Israel's rising need for labor has made it a target for foreign workers from as far as China. But for hundreds of people, their new life is not living up to its pledge, with many ending up as illegal immigrants who are kept on the breadline.

­In China, Mr. Li was a big shot who owned a textile business that brought in thousands of dollars a year.

But he gave it up on the advice of a friend and forked out a small fortune to travel to Israel hoping that the Promised Land would fill his pockets.

"It was not worth it for me because four years on I have only managed to save US$12,000,” says Li, now a common construction worker. “I would have made more than that in china in those years."

For many years Israel welcomed Chinese laborers with open arms.

They and other foreign workers provided a much needed work force, replacing Palestinians who were finding it more and more difficult to work in Israel amid a deteriorating security situation.

Today, most of the nearly 11,000 Chinese laborers in Israel work in construction.

Many are illegal and were lured there by the big promises of fly-by-night employment agencies.

The employment agencies allegedly keep at least 70 per cent of the fee they charge for visa processing for foreign workers.

The Israeli government says it can do nothing to stop these companies purposely set up to defraud unsuspecting foreign workers.

Mr. Zu paid $31,000 for a five-year work visa, but it turned out to be a fake. After a year he found himself illegal in the country. He now works 14-hour shifts as a construction worker, pockets less than half the Israeli average salary, and is always afraid of being picked up by the authorities.

“In this caravan we do not even have air conditioning,” says Zu. ”We cannot sleep and in some of these small rooms there are four of us in there.
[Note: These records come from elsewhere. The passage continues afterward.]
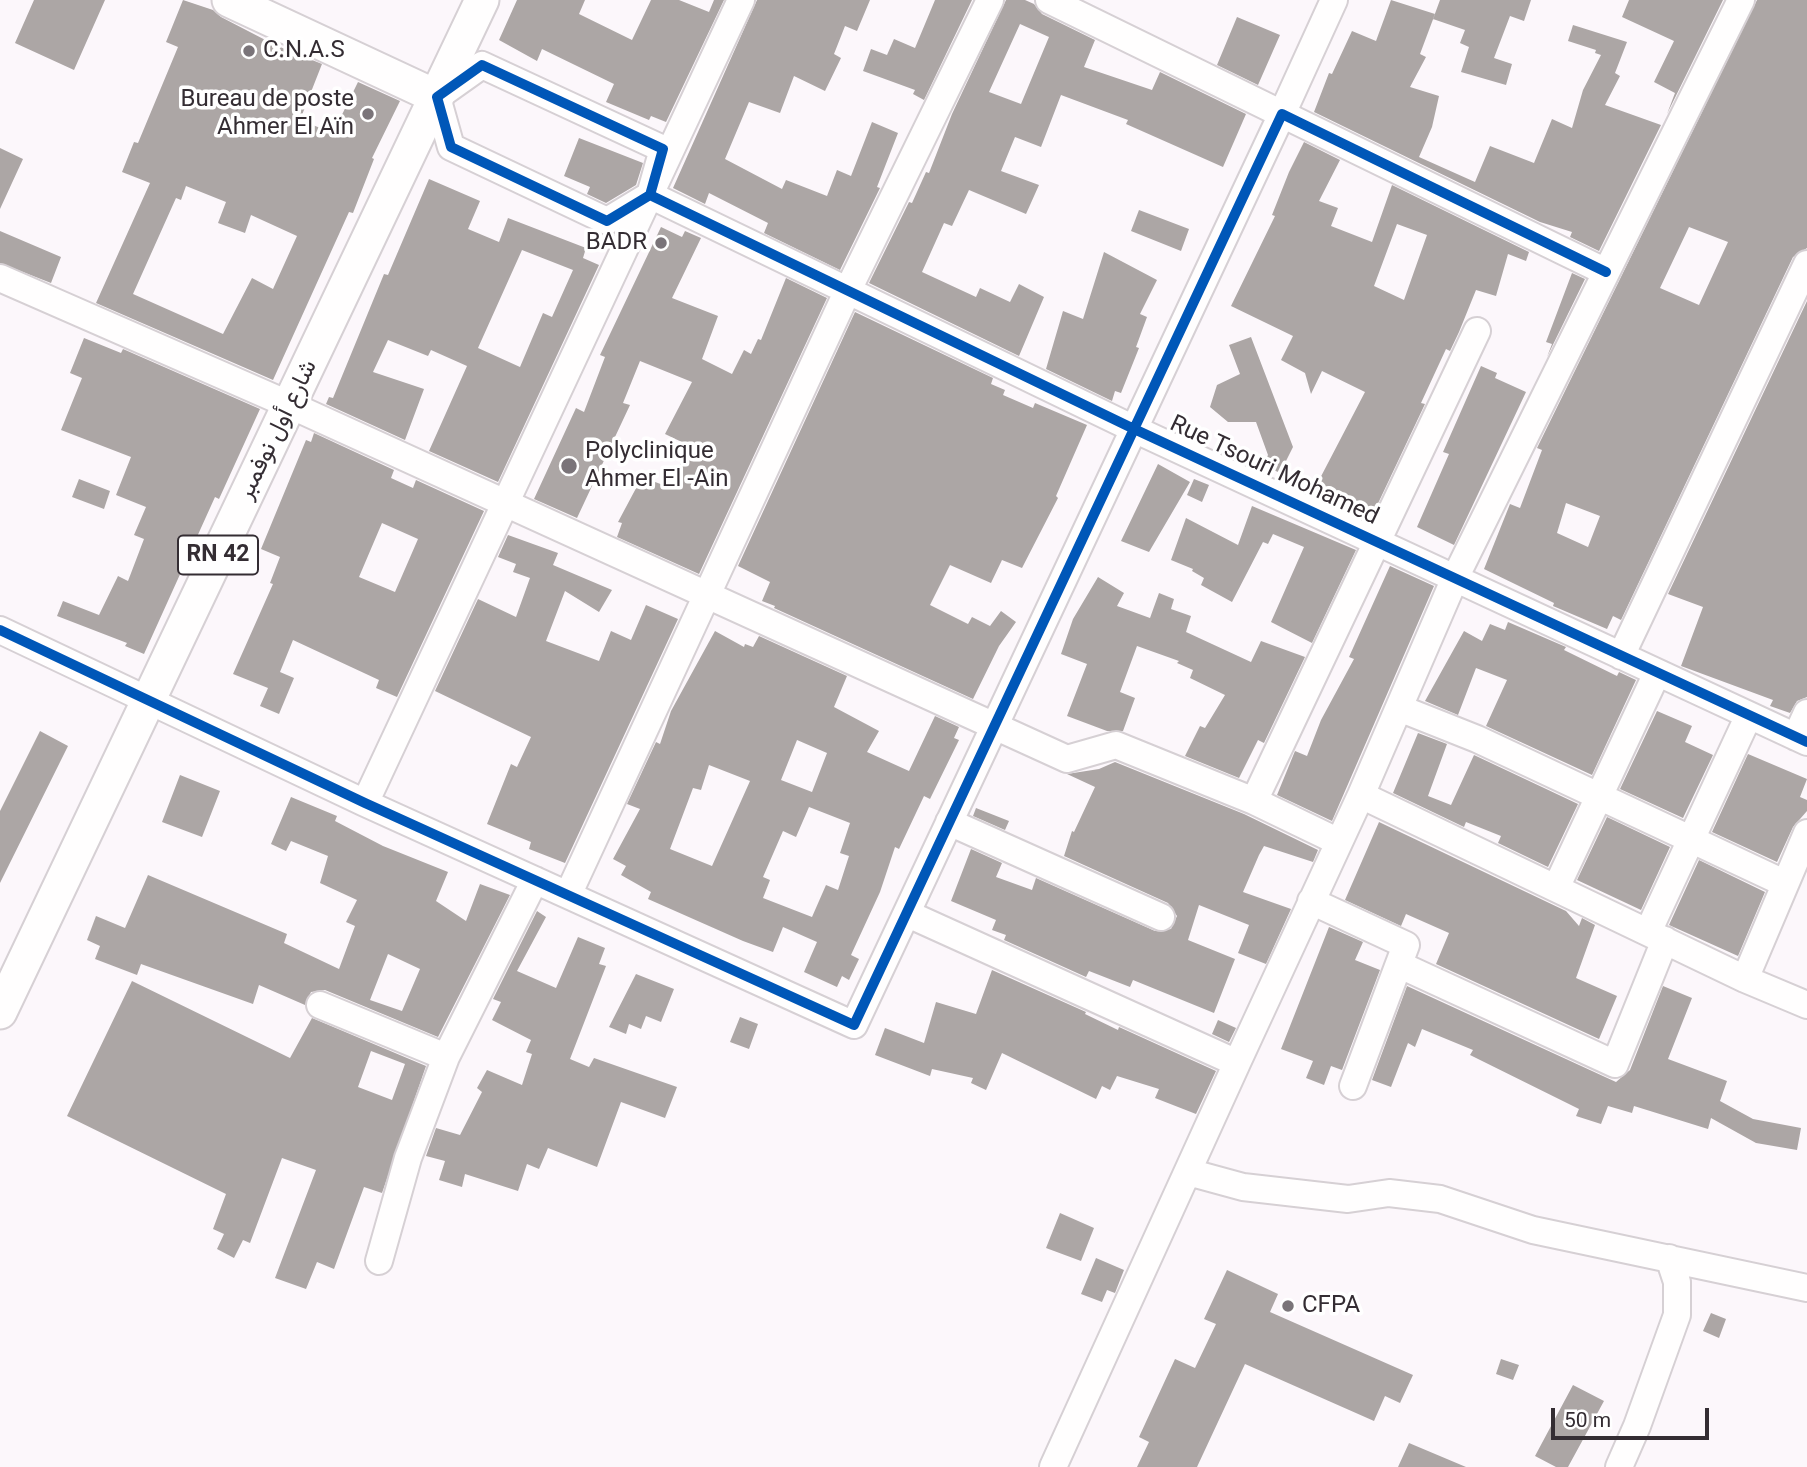 <!DOCTYPE html>
<meta charset="utf-8">
<style>
body{margin:0}
#map{position:relative;width:1807px;height:1467px;overflow:hidden;background:#fcf7fb;font-family:Roboto,sans-serif}
canvas{display:block}
.scale{position:absolute;left:1551px;top:1408px;width:158px;height:32px;box-sizing:border-box;border:4px solid #342d33;border-top:0;padding-left:9px;font-size:21px;line-height:24px;white-space:nowrap;color:#342d33;-webkit-text-stroke:5px #fff;paint-order:stroke}
</style>
<div id="map">
<canvas width="1807" height="1467"></canvas>
<div class="scale">50 m</div>
</div>
<script>
const context = document.querySelector('canvas').getContext('2d');
context.lineJoin = 'round';
function paint(path, color) { context.fillStyle = color; context.fill(path, 'evenodd'); }
const poly = rows => new Path2D(rows.map(r => 'M' + r).join(''));
function strokePath(path, color, width, dash) { context.strokeStyle = color; context.lineWidth = width; context.lineCap = dash ? 'butt' : 'round'; context.setLineDash(dash || []); context.stroke(path); }
function label(font, color, halo, rows, align = 'center') {
  context.font = font + ' Roboto,Vazirmatn,sans-serif'; context.lineWidth = 7; context.setLineDash([]); context.textBaseline = 'middle'; context.strokeStyle = halo; context.fillStyle = color; for (const [text, x, y, turn = 0] of rows) {
    context.save(); context.translate(x, y); context.rotate((+turn || 0) * Math.PI / 180); context.textAlign = isNaN(turn) ? turn : align; if (halo) context.strokeText(text, 0, 0); context.fillText(text, 0, 0); context.restore();
  }
}
const building = poly([
 [34,0,105,0,74,70,15,43],
 [183,0,213,10,221,17,275,45,322,64,300,120,333,133,358,82,400,101,372,158,374,159,353,213,349,212,273,380,96,303,150,183,122,172,134,142,138,143,178,47,166,42],
 [186,186,226,202,218,223,245,233,251,215,297,236,273,289,252,278,223,334,133,294,176,198,181,200],
 [517,0,585,0,579,14,632,40,651,0,679,0,709,12,714,0,724,0,666,122,651,116,649,120,606,102,614,84,542,49,537,61,499,40],
 [757,0,870,0,857,31,845,26,834,54,841,58,825,91,794,76,780,113,749,102,725,159,782,189,786,180,827,196,837,170,851,176,872,122,898,133,877,187,880,188,840,270,764,233,768,223,709,193,705,204,673,188],
 [935,0,972,0,924,100,913,94,915,90,863,71,871,49,887,55,894,39,915,48],
 [1006,0,1025,0,1034,4,1042,14,1095,40,1084,67,1152,90,1160,72,1246,114,1223,167,1126,124,1128,120,1061,95,1041,147,1015,137,1001,171,1039,185,1026,214,969,190,952,226,944,223,922,272,976,297,980,288,1010,302,1019,284,1044,297,1019,356,869,283,909,202,912,203,926,172,929,173,952,114],
 [1020,24,1049,37,1021,104,989,92],
 [1391,0,1435,14,1420,54,1426,57,1410,87,1439,96,1432,127,1419,157,1475,182,1490,146,1534,163,1552,119,1572,128,1583,90,1601,55,1595,53,1596,50,1568,41,1573,25,1627,42,1615,73,1620,76,1605,105,1661,125,1599,251,1570,237,1572,232,1540,222,1314,112,1329,73,1332,74,1352,31,1376,41],
 [1440,0,1531,0,1524,21,1510,16,1494,58,1512,64,1506,85,1461,72,1469,47,1460,43,1465,30,1433,19],
 [1629,0,1723,0,1667,114,1675,93,1654,82,1674,41,1622,17],
 [1757,0,1807,0,1807,248,1793,257,1621,620,1613,616,1607,629,1553,606,1554,603,1484,569,1510,504,1520,508,1542,450,1537,448],
 [1689,227,1728,242,1699,305,1660,288],
 [1566,503,1600,516,1588,547,1557,533],
 [1237,17,1280,35,1258,85,1217,65],
 [579,138,643,163,636,185,606,203,587,194,590,187,564,176],
 [1304,142,1340,160,1319,201,1338,208,1331,226,1372,242,1392,185,1529,252,1526,261,1508,254,1496,296,1476,290,1459,332,1450,351,1446,349,1421,403,1425,404,1373,514,1316,486,1365,392,1322,371,1311,394,1305,373,1281,360,1293,336,1231,306,1275,216,1272,215,1289,172],
 [1397,224,1427,235,1404,300,1374,286],
 [0,148,23,159,0,209],
 [429,179,480,201,468,229,499,242,508,218,586,248,583,258,599,265,498,482,429,451,467,366,431,350,428,356,388,340,373,372,424,389,405,440,326,404,329,397,333,398,384,274,388,275],
 [522,250,573,270,552,317,543,313,520,367,478,348],
 [1139,210,1189,229,1181,251,1131,231],
 [661,227,682,237,685,231,701,238,672,298,718,316,702,359,732,374,744,350,751,354,758,339,761,340,786,278,827,298,699,574,617,537,622,523,618,522,642,477,671,488,688,445,665,434,692,382,640,361,623,403,630,405,577,518,534,499,576,408,584,412,605,357,600,355],
 [0,231,61,257,51,283,0,263],
 [1104,252,1157,280,1140,314,1147,317,1136,347,1139,348,1121,393,1115,391,1112,401,1046,369,1063,311,1083,319],
 [1572,273,1585,279,1547,357,1552,344,1546,342],
 [1807,301,1807,697,1797,701,1790,713,1770,706,1773,700,1681,666,1703,607,1668,594],
 [855,312,993,378,991,384,1005,390,1003,395,1033,408,1035,403,1087,425,1056,496,1058,498,1022,568,1002,560,991,583,950,565,930,605,968,624,972,617,990,626,1001,611,1016,622,999,646,973,699,774,608,775,606,762,601,770,582,738,566],
 [1251,337,1293,447,1280,473,1263,465,1268,455,1256,422,1228,422,1210,407,1217,385,1240,374,1229,345],
 [84,338,121,353,123,349,260,409,219,499,215,497,144,654,125,646,127,643,57,616,63,601,99,615,118,576,128,581,144,539,134,535,146,507,116,495,131,457,61,430,82,378,70,373],
 [1481,366,1497,373,1495,378,1526,392,1454,545,1417,527,1449,454,1443,452],
 [314,433,394,470,391,478,413,488,416,480,484,511,397,697,376,688,379,680,293,640,280,672,294,678,279,714,260,706,268,688,233,674,273,584,270,583,280,557,261,549,306,440,311,442],
 [382,523,418,539,395,592,359,577],
 [1158,464,1190,482,1149,552,1121,541],
 [79,479,110,491,104,509,72,497],
 [1194,479,1209,485,1202,502,1187,495],
 [1252,506,1356,550,1312,643,1271,622,1304,547,1273,534,1268,544,1263,542,1232,602,1201,585,1204,578,1192,571,1193,569,1171,560,1186,518,1238,545],
 [508,535,558,553,553,565,612,590,599,612,565,591,546,641,599,661,611,631,631,640,646,605,678,619,565,863,529,849,531,842,487,824,511,764,517,767,531,737,435,691,478,599,516,617,530,578,513,572,516,564,498,557],
 [1390,566,1434,586,1332,821,1277,795,1295,751,1307,756,1321,720,1354,659,1349,657],
 [1098,577,1124,593,1117,606,1150,618,1159,593,1174,599,1171,609,1191,616,1186,632,1251,662,1261,641,1305,657,1264,743,1258,740,1239,778,1185,756,1200,726,1205,728,1225,695,1190,678,1193,670,1177,663,1179,661,1137,646,1120,692,1135,698,1123,731,1107,731,1067,716,1087,664,1061,654,1073,619],
 [1508,622,1566,647,1564,650,1617,676,1619,672,1636,680,1592,775,1486,726,1507,680,1476,668,1458,715,1425,701,1464,631,1482,641,1490,624,1505,630],
 [715,631,744,647,745,644,753,647,759,636,847,676,834,707,879,731,867,752,909,771,935,716,959,727,954,738,959,740,930,799,924,796,899,849,895,847,880,892,851,955,859,959,849,980,842,976,837,987,804,972,817,942,783,927,773,952,743,941,648,899,651,892,621,875,626,866,613,859,640,809,627,804,656,742,660,744,671,711],
 [797,740,827,753,812,792,781,780],
 [709,765,750,781,712,866,670,849,693,788,701,790],
 [809,807,850,823,840,853,849,856,838,890,826,885,812,917,763,898,770,880,763,877,783,831,796,837],
 [1657,711,1692,726,1685,742,1713,755,1683,818,1620,789],
 [40,731,68,746,0,883,0,811],
 [1418,733,1447,744,1428,796,1451,805,1474,755,1578,804,1548,867,1498,843,1501,836,1466,822,1464,827,1393,793],
 [1748,754,1807,779,1800,797,1807,800,1807,811,1793,827,1777,862,1712,832],
 [1115,762,1244,814,1318,850,1313,862,1264,846,1259,855,1243,892,1291,909,1266,964,1238,953,1249,925,1199,905,1188,940,1235,959,1214,1013,1133,980,1130,987,1089,971,1086,977,1004,940,1006,935,992,930,996,920,951,901,971,849,1002,863,996,877,1032,890,1036,878,1155,931,1171,929,1177,916,1168,903,1064,856,1072,831,1074,832,1095,787,1067,774,1099,769],
 [180,775,220,791,202,837,162,822],
 [291,797,337,816,335,821,383,846,448,872,436,901,466,921,480,884,510,895,438,1037,325,990,311,992,305,1005,259,985,253,1004,141,964,137,975,95,959,100,946,87,940,96,916,125,928,148,875,287,934,284,943,339,969,355,926,346,922,357,900,320,883,328,856,291,841,286,851,271,844],
 [388,954,420,969,402,1011,370,1000],
 [976,808,1009,821,1005,830,973,816],
 [1607,817,1670,847,1641,910,1577,880],
 [1379,822,1566,911,1579,926,1582,918,1595,925,1576,978,1617,996,1599,1039,1436,964,1449,933,1406,914,1401,926,1345,900],
 [1699,860,1765,892,1738,956,1669,925],
 [537,911,546,917,517,971,556,988,578,937,605,948,599,964,606,966,570,1059,589,1067,594,1058,677,1087,665,1118,621,1102,597,1167,548,1148,539,1169,527,1164,518,1191,465,1174,462,1187,439,1180,445,1161,426,1156,436,1128,460,1135,482,1092,477,1088,487,1070,522,1085,532,1054,526,1052,531,1040,492,1020,501,1002,493,999],
 [1329,927,1363,942,1355,960,1380,970,1342,1070,1331,1066,1324,1085,1306,1078,1313,1061,1281,1049],
 [992,970,1086,1012,1085,1014,1118,1030,1119,1027,1216,1071,1196,1114,1155,1098,1159,1089,1117,1076,1110,1090,1102,1086,1096,1099,1002,1053,986,1090,971,1083,973,1078,932,1069,930,1076,875,1055,885,1028,924,1043,936,1002,976,1014],
 [636,974,674,989,661,1022,646,1016,641,1029,629,1024,626,1034,609,1027],
 [132,981,290,1058,312,1018,426,1066,382,1193,364,1187,334,1269,317,1262,306,1289,275,1278,316,1170,282,1158,250,1243,243,1240,234,1258,217,1249,224,1234,213,1229,226,1194,67,1116],
 [371,1051,405,1064,392,1100,358,1087],
 [1407,986,1616,1082,1630,1070,1663,986,1692,998,1668,1059,1727,1081,1720,1101,1753,1119,1801,1128,1797,1150,1756,1143,1711,1118,1708,1129,1634,1106,1632,1113,1608,1106,1601,1124,1576,1116,1579,1109,1470,1055,1473,1050,1422,1029,1415,1047,1408,1043,1391,1087,1372,1080],
 [740,1017,758,1024,749,1049,730,1042],
 [1218,1020,1236,1028,1229,1042,1212,1034],
 [1060,1213,1094,1228,1081,1261,1046,1248],
 [1096,1258,1124,1270,1115,1293,1107,1290,1102,1302,1081,1294],
 [1227,1270,1278,1294,1270,1312,1413,1375,1400,1403,1385,1396,1374,1421,1245,1364,1197,1467,1137,1467,1149,1442,1139,1437,1175,1359,1195,1368,1216,1324,1204,1319],
 [1711,1313,1726,1319,1719,1338,1703,1331],
 [1501,1359,1519,1365,1513,1380,1496,1374],
 [1573,1385,1604,1401,1568,1467,1556,1467,1535,1456],
 [1409,1443,1466,1467,1398,1467]
]);
const minor = poly([
 [1049,0,1282,114,1334,0],
 [650,195,607,221,451,147,437,97,482,65,663,149,650,195,1132,428,1807,742],
 [0,278,290,405,1067,759,1116,745,1254,801,1339,842],
 [0,630,365,803,854,1025,1282,114,1606,272],
 [1621,656,1807,264],
 [1399,708,1477,739,1784,883],
 [1796,737,1807,713],
 [1361,795,1745,979,1807,1005],
 [1254,801,1477,331],
 [365,803,741,0],
 [949,822,1161,917],
 [1556,888,1657,673],
 [568,895,848,290,990,0],
 [1311,901,1406,945,1353,1086],
 [908,914,1237,1063,1361,795,1455,578,1741,0],
 [1648,932,1749,715],
 [1400,965,1615,1064,1665,940],
 [1745,979,1807,833],
 [320,1005,446,1057],
 [1188,1172,1243,1187,1348,1199,1389,1193,1440,1199,1533,1230,1807,1288],
 [379,1261,408,1158,446,1057,535,880],
 [1053,1467,1237,1063],
 [1619,1467,1637,1426,1677,1315,1677,1282,1669,1258]
]);
const major = poly([
 [229,0,437,97],
 [0,1012,482,0]
]);
const cycleway = poly([
 [650,195,607,221,451,147,437,97,482,65,663,149,650,195,1132,428,1807,742],
 [0,630,365,803,854,1025,1282,114,1606,272]
]);
const markers = [
 [249,51,7,"#7a7479"],
 [368,114,7,"#7a7479"],
 [661,243,7,"#7a7479"],
 [569,466,9,"#7a7479"],
 [1288,1306,7,"#7a7479"]
];
const shields = [
 [218,555,80]
];
const shieldNames = [
 ["RN 42",218,555]
];
const poiNames = [
 ["C.N.A.S",263,51],
 ["Bureau de poste",354,100,"right"],
 ["Ahmer El Aïn",354,128,"right"],
 ["BADR",647,243,"right"],
 ["Polyclinique",585,452],
 ["Ahmer El -Ain",585,480],
 ["CFPA",1302,1306]
];
const streetNames = [
 ["شارع أول نوفمبر",278,430,-64],
 ["Rue Tsouri Mohamed",1274,471,25]
];
paint(building, '#aca6a5');
strokePath(minor, '#d6d0d4', 30);
strokePath(major, '#d6d0d4', 37);
strokePath(minor, '#fffefe', 26);
strokePath(major, '#fffefe', 33);
strokePath(cycleway, '#0057b8', 10);
for (const [x, y, r, color] of markers) { const dot = new Path2D(); dot.arc(x, y, r, 0, 2 * Math.PI); context.fillStyle = color; context.fill(dot); strokePath(dot, '#fff', 2.5); }
for (const [x, y, w] of shields) { const box = new Path2D(); box.roundRect(x - w / 2, y - 19.5, w, 39, 5); context.fillStyle = '#fff'; context.fill(box); strokePath(box, '#342d33', 2); }
label('bold 23px', '#342d33', null, shieldNames);
label('24px', '#342d33', '#fff', poiNames, 'left');
label('24px', '#342d33', '#fff', streetNames);
</script>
The conditions are bad."

Many of the employment agencies have since closed down. But the money people borrowed to pay their fees has made returning home to China not an option.

“I’ve heard it many times from people who told me “if I go back now, I can’t go back home,” says Nilly Gorin, specialist of the migrant workers’ helpline. “Because they lose their house, they lose their parents’ house. They owe money to so many people they just can't show their faces. And I know of people who went back to china and didn't return to their home town."

Mai also got caught. She had only just stepped off the plane when she was fired for not speaking English or Hebrew. She is not only worried about the money she owes back home, she also fears for the future of her son who was born in Israel and knows no other life.

"He doesn't like speaking Chinese. Although he understands Chinese, he speaks Hebrew,” she says. “All his friends are here and if he has to be deported he won't see them."

In recent years the Israeli government has been trying to stop the flow of foreign workers.

It wants them, and it does not want them, leaving many caught in the cracks.